Nonuniform Electro-osmotic Flow on Charged Strips and Its Use in Particle Trapping

Abstract

In this article, we investigate theoretically electro-osmotic flow set up by charged strips on an otherwise uncharged surface. Starting with a single-strip problem we demonstrate that for simple polynomial surface charge distributions several basic solutions can be derived in closed forms constituted by the analogous idea-flow solutions, which provide a more lucid way of revealing the flow features. These solutions reveal two types of flow topology: simple draining-in/pumping-out streaming and a pair of microvortices for symmetric and antisymmetric surface charge distributions, respectively. For an arbitrary surface charge distribution, more complicated flow structures can be found by the superposition of these basic solutions. We further extend the analysis to two uniformly charged strips and show how the flow characteristics vary with the strips' dimensions and surface zeta potentials.
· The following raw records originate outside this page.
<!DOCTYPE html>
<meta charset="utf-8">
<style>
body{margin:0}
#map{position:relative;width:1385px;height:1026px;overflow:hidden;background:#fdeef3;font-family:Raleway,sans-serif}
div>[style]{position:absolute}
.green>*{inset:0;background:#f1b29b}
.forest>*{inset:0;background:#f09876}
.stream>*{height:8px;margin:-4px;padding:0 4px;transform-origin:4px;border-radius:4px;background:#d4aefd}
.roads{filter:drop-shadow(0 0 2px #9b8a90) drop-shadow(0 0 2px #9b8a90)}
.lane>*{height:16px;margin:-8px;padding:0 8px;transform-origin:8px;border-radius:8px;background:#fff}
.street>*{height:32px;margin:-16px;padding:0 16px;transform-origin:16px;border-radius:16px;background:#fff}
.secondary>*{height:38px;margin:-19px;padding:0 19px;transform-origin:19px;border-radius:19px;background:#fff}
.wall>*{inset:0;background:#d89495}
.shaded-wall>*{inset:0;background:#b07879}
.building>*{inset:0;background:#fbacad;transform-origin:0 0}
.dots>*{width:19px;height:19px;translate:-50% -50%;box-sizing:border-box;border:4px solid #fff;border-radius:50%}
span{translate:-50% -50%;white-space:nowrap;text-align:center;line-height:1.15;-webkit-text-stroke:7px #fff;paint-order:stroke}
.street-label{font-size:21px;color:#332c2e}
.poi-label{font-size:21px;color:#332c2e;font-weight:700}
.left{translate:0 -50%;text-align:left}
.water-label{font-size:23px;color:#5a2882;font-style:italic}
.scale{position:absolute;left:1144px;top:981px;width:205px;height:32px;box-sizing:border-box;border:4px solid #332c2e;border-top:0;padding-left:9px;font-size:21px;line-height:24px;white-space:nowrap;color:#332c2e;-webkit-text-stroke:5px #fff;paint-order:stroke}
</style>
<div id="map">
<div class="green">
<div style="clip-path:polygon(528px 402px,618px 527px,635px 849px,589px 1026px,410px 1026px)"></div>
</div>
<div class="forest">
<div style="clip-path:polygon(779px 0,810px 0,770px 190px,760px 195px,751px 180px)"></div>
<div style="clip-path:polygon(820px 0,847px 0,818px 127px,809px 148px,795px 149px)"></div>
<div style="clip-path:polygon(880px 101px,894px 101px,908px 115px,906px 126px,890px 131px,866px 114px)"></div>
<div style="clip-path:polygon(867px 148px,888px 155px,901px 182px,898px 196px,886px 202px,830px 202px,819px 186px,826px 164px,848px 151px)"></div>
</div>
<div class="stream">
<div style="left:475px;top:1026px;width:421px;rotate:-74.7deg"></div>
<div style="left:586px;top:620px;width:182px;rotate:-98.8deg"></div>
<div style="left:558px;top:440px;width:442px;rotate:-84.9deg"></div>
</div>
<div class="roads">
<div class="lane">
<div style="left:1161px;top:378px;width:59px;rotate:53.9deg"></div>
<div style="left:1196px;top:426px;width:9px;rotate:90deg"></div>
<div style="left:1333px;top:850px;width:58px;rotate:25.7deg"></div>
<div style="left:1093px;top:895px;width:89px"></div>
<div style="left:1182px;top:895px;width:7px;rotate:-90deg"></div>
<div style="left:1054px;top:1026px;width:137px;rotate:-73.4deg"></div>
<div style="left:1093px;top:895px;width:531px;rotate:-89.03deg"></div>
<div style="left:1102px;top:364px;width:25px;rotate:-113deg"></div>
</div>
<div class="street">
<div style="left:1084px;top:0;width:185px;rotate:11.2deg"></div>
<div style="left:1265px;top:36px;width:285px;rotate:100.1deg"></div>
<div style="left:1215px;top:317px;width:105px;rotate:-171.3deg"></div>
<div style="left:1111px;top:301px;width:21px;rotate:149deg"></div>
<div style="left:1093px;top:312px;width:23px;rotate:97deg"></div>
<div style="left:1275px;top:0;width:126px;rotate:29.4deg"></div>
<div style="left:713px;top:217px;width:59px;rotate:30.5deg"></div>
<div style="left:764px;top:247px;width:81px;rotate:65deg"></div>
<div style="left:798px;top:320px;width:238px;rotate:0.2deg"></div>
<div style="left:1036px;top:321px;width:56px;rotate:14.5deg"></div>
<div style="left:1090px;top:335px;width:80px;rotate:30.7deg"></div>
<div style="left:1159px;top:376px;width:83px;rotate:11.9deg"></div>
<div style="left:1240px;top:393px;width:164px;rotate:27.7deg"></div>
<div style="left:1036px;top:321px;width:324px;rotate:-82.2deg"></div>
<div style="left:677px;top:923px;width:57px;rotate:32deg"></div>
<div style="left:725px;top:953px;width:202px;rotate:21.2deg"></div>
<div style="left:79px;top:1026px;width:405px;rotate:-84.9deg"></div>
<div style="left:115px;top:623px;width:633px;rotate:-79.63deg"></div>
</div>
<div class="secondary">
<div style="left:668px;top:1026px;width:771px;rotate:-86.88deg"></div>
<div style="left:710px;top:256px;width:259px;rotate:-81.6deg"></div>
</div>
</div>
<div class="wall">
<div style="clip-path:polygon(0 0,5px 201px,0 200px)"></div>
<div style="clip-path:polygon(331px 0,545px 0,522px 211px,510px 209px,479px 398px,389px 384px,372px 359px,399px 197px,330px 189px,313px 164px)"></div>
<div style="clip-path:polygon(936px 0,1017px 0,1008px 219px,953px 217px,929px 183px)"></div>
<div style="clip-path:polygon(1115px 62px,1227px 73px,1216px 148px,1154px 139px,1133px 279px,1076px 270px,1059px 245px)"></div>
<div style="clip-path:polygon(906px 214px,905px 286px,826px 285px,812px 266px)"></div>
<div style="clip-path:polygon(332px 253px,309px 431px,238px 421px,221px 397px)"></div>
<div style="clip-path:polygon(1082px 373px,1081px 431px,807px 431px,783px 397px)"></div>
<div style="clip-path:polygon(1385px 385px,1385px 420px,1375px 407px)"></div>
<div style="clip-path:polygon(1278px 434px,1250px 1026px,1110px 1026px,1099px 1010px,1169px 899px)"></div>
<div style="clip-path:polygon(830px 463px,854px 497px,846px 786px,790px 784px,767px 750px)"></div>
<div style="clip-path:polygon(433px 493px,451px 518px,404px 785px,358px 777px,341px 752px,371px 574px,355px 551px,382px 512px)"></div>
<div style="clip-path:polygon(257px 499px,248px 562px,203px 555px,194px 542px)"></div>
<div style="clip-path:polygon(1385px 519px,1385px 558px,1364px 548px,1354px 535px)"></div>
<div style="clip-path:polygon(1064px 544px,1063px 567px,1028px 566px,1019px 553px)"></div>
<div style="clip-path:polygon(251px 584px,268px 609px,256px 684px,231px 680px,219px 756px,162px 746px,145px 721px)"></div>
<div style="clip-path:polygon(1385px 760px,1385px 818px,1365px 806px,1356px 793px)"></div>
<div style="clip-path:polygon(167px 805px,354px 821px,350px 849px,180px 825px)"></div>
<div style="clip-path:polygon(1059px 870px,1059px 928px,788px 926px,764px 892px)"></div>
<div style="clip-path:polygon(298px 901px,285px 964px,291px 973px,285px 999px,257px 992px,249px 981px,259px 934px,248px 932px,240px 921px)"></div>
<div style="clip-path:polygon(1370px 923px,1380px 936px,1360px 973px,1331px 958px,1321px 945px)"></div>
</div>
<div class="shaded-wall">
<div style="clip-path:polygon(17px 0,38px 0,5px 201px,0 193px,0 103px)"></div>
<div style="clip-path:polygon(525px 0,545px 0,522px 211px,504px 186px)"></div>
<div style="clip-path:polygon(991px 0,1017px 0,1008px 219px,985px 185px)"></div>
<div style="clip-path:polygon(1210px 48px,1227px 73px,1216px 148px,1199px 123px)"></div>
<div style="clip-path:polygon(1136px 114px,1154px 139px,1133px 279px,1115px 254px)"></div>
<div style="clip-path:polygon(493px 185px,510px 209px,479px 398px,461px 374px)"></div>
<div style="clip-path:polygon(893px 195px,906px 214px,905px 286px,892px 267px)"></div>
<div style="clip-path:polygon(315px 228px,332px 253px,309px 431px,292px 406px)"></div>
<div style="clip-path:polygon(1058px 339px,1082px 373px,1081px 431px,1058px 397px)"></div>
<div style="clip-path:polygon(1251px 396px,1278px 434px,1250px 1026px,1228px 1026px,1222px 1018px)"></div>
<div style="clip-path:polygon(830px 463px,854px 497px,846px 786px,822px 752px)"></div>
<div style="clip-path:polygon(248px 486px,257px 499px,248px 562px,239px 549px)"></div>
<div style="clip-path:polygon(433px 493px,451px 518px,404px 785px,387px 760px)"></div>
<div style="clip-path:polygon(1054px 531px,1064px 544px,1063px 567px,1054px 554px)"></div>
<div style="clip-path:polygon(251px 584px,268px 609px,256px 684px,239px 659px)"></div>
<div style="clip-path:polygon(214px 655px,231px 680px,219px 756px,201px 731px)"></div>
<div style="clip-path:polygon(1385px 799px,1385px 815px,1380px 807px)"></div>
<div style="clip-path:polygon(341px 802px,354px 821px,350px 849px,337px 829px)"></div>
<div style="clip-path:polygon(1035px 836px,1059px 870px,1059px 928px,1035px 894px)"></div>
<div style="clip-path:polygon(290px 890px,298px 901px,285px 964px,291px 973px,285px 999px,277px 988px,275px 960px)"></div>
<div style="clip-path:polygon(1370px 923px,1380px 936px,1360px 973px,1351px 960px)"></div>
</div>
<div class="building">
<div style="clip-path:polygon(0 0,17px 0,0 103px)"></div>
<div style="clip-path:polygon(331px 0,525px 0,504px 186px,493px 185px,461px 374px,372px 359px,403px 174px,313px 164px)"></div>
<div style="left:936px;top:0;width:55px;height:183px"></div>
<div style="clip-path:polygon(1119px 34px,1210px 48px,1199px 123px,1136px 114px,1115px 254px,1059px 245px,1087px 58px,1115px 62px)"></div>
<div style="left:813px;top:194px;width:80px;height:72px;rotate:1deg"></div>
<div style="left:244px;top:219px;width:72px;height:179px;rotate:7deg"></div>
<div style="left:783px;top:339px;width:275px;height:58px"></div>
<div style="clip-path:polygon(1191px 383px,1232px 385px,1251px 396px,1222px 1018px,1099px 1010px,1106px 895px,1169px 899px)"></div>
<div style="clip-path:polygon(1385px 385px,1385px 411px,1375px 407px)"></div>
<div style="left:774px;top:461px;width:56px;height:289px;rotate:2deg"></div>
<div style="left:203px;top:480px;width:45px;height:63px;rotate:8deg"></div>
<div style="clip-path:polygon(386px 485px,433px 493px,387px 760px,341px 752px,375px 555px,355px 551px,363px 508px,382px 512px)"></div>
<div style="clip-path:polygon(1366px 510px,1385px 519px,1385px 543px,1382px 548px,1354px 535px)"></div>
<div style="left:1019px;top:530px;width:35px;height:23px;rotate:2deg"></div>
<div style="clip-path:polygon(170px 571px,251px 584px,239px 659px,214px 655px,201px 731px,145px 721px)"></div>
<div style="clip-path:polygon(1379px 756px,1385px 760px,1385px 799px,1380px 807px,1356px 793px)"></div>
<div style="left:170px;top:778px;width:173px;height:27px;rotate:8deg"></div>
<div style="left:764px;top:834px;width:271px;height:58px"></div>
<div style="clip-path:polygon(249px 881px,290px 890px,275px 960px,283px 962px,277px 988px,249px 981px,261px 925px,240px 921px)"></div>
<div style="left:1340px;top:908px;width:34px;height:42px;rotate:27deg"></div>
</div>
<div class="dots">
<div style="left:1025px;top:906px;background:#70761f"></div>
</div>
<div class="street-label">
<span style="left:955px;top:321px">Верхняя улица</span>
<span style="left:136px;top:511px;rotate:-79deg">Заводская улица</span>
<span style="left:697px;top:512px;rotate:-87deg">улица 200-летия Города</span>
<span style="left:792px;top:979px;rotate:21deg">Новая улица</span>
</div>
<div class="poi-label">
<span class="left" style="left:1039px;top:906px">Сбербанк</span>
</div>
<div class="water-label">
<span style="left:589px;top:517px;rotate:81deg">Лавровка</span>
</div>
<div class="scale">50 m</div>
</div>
The far-field velocity behavior is also asymptotically identified and indicates that the hydrodynamic nature of the flow is typically long-range. An application to particle trapping with electro-osmotic vortices is also investigated theoretically for the first time. We show that in collaboration with short-range attraction effects the trapping can be facilitated by symmetric vortices with a converging stagnation point, but not by asymmetric vortices.